Work required =
Stop after the line containing "display:flex; flex-direction:column; gap:18px;"; retype every line of the data before it exactly, starting from the first.

Exercise inputs =
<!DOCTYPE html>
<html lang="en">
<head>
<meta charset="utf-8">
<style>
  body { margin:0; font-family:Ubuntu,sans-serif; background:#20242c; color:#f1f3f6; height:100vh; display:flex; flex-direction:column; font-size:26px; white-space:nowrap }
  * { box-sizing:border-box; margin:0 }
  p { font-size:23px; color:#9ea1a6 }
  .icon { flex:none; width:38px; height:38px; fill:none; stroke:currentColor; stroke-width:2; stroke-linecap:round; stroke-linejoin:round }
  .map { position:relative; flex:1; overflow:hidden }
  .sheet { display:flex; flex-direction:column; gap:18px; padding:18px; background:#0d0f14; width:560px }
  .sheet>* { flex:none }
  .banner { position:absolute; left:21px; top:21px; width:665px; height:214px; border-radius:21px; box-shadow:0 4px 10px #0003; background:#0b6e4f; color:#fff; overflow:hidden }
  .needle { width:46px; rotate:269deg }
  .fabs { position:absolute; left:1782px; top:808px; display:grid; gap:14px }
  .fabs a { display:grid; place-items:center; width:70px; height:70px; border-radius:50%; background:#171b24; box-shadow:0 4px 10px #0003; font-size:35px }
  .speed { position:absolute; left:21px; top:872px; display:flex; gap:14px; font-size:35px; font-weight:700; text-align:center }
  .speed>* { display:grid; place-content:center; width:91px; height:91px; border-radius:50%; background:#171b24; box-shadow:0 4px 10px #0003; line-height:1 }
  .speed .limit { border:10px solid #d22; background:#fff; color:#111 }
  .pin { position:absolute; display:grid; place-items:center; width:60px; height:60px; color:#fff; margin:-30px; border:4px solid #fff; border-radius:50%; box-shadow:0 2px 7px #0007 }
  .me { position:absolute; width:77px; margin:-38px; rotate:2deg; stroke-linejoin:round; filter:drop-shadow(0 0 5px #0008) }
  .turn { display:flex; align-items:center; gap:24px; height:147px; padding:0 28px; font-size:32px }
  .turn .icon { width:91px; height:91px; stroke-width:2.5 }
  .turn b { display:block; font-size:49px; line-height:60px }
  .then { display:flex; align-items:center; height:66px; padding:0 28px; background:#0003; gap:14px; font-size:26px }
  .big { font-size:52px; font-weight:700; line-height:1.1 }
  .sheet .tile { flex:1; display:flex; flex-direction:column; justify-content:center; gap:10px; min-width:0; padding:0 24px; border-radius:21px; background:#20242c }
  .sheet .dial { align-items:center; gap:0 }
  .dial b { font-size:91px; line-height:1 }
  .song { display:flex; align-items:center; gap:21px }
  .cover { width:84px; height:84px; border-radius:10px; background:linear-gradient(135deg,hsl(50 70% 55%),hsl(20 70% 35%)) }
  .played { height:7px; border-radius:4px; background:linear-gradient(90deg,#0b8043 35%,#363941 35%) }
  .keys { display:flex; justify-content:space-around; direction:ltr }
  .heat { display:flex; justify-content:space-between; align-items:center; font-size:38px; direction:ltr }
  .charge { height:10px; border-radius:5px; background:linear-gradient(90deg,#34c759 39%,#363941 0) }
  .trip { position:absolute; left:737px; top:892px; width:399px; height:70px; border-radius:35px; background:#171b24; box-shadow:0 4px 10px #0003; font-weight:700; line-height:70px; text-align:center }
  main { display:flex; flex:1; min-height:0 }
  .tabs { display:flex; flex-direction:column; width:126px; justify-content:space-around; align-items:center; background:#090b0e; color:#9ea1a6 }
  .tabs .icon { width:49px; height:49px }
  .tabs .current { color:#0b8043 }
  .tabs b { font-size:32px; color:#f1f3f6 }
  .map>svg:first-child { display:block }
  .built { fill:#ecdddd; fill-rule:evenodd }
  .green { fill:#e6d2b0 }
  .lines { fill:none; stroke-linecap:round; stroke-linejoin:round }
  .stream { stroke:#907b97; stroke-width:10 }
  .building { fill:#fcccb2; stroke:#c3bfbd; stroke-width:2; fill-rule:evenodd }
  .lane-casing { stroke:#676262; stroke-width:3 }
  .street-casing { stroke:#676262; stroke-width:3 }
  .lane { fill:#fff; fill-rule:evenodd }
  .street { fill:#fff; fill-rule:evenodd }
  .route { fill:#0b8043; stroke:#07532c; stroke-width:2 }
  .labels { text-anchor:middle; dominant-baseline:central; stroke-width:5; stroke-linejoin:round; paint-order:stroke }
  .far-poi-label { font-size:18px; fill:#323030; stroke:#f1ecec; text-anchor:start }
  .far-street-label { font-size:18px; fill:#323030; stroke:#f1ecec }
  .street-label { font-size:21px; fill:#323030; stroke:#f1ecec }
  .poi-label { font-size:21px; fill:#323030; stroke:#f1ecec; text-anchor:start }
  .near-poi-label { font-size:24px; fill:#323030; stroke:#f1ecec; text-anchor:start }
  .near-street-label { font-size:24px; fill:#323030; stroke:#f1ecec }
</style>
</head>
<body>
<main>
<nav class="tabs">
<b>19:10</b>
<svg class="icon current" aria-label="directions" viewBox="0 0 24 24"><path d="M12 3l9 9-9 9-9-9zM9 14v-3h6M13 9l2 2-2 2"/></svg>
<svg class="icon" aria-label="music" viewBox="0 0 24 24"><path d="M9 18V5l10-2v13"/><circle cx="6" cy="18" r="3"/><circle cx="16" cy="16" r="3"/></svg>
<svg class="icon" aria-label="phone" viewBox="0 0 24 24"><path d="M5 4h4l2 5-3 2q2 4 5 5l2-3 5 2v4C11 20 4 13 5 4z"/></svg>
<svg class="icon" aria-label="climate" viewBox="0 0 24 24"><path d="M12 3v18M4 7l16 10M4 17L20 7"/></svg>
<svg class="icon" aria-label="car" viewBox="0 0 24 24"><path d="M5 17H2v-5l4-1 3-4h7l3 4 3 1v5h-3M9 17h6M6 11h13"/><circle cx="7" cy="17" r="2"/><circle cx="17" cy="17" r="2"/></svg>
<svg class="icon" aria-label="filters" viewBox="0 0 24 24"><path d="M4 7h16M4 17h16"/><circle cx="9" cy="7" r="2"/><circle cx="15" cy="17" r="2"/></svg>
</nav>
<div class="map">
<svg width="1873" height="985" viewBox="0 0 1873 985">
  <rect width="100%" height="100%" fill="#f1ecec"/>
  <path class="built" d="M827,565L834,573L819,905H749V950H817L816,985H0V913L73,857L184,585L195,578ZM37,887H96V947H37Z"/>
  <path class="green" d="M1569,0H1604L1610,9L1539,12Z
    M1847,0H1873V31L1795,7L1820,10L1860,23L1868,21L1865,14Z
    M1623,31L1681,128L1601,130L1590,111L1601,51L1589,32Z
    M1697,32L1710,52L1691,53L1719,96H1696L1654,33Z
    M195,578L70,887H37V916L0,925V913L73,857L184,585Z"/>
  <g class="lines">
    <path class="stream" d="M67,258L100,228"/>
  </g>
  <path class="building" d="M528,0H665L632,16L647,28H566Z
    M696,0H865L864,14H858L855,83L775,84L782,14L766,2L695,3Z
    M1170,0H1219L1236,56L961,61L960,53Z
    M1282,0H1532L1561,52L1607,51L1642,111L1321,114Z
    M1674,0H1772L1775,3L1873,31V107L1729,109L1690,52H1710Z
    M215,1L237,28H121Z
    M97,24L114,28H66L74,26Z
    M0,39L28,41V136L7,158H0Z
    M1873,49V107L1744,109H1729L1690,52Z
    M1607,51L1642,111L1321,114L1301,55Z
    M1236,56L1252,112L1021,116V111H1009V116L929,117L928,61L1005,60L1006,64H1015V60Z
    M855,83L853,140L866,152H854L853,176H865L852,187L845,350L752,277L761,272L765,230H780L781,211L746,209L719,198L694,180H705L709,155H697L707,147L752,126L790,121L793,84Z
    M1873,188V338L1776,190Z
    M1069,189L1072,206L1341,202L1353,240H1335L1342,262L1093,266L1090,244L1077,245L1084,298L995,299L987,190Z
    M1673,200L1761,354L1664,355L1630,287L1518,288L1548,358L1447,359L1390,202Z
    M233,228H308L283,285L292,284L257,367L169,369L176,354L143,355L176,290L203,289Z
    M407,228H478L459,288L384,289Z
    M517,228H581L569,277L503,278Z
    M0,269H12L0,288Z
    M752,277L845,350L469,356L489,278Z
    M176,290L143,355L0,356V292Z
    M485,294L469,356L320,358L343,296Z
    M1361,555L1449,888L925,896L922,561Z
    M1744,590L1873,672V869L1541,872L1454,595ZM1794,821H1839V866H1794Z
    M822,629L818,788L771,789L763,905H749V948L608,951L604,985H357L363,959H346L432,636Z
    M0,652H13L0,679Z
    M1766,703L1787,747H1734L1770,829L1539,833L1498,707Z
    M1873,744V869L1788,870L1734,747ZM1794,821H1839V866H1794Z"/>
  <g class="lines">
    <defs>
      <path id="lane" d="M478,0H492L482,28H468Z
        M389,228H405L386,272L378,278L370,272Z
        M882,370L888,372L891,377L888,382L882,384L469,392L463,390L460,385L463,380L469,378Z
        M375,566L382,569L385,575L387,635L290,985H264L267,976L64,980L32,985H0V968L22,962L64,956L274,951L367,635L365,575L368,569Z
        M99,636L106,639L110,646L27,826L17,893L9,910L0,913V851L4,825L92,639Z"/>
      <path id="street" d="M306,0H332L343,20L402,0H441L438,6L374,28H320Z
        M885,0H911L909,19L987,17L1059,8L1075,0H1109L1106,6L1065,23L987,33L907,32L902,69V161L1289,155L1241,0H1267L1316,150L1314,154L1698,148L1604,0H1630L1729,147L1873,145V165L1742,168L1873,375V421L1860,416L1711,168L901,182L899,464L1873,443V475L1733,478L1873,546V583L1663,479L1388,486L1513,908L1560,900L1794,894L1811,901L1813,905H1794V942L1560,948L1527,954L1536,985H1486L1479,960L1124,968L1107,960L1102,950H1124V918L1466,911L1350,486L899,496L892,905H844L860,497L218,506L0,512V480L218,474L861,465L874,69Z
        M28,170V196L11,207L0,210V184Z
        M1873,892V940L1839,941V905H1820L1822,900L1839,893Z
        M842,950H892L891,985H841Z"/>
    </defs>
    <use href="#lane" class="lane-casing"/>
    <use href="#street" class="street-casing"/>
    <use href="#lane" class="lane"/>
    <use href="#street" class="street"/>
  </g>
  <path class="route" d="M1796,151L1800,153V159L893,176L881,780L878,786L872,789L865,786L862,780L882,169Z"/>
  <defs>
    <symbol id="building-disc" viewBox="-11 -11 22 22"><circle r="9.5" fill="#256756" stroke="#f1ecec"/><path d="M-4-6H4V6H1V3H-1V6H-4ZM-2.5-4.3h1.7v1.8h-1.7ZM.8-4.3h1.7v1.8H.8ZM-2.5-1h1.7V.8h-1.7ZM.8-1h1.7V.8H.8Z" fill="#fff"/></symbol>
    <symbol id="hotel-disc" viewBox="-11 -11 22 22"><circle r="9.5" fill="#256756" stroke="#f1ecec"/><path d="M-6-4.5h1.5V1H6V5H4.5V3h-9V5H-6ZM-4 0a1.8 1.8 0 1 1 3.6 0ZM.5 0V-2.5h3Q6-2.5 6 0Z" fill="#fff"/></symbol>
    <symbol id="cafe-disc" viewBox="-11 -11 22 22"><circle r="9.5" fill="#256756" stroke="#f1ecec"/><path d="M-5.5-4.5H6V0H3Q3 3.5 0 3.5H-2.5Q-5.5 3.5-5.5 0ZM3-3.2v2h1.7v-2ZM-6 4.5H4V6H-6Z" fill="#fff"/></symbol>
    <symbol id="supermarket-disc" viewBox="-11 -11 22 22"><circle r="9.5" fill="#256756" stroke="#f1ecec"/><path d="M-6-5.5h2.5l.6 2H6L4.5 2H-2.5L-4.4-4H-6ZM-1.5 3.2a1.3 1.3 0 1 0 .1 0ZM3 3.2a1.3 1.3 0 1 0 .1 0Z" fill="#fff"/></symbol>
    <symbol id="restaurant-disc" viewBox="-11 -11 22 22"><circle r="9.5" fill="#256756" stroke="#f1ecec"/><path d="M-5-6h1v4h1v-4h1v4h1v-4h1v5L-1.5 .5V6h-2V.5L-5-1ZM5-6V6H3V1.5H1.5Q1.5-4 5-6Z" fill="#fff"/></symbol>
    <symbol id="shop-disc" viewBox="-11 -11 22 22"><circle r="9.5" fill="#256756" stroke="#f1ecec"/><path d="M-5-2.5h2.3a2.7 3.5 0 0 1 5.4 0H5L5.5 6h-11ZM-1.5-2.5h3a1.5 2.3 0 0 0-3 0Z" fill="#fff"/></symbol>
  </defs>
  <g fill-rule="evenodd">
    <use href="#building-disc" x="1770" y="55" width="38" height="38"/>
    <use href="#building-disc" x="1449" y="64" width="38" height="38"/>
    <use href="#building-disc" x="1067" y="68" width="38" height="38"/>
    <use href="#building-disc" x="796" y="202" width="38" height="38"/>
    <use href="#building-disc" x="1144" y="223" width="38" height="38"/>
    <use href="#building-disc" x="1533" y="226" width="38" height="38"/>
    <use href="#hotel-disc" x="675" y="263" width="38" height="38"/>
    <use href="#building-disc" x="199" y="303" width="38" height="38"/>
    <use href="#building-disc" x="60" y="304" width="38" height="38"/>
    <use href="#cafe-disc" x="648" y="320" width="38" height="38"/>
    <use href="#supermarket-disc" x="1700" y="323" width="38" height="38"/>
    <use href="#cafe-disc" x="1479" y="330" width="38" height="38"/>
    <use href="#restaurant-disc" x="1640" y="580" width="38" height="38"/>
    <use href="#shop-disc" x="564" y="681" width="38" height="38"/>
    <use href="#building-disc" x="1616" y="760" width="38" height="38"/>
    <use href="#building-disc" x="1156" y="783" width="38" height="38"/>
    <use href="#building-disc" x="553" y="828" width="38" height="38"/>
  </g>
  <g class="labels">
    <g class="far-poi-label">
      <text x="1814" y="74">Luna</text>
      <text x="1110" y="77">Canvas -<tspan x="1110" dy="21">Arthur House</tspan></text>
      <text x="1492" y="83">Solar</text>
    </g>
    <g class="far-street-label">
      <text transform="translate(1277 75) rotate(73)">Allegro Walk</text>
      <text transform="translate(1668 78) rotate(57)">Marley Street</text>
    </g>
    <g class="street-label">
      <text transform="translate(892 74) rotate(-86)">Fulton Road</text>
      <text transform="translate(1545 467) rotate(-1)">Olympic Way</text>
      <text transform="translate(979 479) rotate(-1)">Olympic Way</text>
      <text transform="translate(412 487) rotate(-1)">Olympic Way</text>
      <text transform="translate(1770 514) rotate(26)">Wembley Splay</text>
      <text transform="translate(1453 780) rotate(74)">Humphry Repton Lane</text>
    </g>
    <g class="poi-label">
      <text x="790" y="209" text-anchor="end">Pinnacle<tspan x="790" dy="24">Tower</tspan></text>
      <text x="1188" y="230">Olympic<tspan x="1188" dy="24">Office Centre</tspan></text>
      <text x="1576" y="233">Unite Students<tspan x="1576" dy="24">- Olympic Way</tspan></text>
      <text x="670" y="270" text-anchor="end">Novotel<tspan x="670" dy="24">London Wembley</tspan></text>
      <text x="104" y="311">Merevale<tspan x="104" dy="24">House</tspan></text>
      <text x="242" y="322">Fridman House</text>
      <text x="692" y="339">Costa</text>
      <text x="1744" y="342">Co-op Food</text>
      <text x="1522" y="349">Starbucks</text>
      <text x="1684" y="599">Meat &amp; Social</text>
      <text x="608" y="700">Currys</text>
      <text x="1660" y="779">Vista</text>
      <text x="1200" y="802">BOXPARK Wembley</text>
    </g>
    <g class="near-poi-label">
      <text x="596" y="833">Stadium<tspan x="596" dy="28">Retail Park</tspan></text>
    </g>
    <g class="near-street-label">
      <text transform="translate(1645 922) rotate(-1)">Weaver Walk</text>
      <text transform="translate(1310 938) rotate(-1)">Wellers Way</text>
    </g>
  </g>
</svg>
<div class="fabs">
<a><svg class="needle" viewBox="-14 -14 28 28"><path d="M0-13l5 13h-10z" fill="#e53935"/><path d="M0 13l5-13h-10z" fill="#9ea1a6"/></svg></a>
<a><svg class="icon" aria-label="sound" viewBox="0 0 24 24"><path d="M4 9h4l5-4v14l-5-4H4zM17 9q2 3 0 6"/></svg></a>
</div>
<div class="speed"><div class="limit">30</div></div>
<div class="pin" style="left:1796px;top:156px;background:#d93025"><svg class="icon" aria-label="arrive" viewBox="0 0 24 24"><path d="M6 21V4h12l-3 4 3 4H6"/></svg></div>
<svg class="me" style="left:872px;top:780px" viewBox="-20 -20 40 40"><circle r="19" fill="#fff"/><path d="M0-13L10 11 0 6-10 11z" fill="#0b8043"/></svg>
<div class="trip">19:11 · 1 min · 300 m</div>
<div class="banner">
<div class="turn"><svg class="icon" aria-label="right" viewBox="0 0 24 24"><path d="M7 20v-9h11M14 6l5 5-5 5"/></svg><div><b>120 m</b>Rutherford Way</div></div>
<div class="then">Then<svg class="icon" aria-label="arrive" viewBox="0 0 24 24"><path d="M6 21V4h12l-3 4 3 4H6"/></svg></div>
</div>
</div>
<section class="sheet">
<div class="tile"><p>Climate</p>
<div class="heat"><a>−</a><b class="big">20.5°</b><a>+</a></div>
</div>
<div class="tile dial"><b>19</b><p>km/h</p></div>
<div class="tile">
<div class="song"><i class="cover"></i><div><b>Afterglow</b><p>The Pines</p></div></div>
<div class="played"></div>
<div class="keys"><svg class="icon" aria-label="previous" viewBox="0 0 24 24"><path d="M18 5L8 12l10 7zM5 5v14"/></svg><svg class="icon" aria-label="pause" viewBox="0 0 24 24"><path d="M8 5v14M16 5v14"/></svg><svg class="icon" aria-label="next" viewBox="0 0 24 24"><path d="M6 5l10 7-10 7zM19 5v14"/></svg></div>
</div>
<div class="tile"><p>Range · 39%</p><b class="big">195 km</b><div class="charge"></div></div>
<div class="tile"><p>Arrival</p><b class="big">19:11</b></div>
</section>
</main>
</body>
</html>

Task output =
<!DOCTYPE html>
<html lang="en">
<head>
<meta charset="utf-8">
<style>
  body { margin:0; font-family:Ubuntu,sans-serif; background:#20242c; color:#f1f3f6; height:100vh; display:flex; flex-direction:column; font-size:26px; white-space:nowrap }
  * { box-sizing:border-box; margin:0 }
  p { font-size:23px; color:#9ea1a6 }
  .icon { flex:none; width:38px; height:38px; fill:none; stroke:currentColor; stroke-width:2; stroke-linecap:round; stroke-linejoin:round }
  .map { position:relative; flex:1; overflow:hidden }
  .sheet { display:flex; flex-direction:column; gap:18px; padding:18px; background:#0d0f14; width:560px }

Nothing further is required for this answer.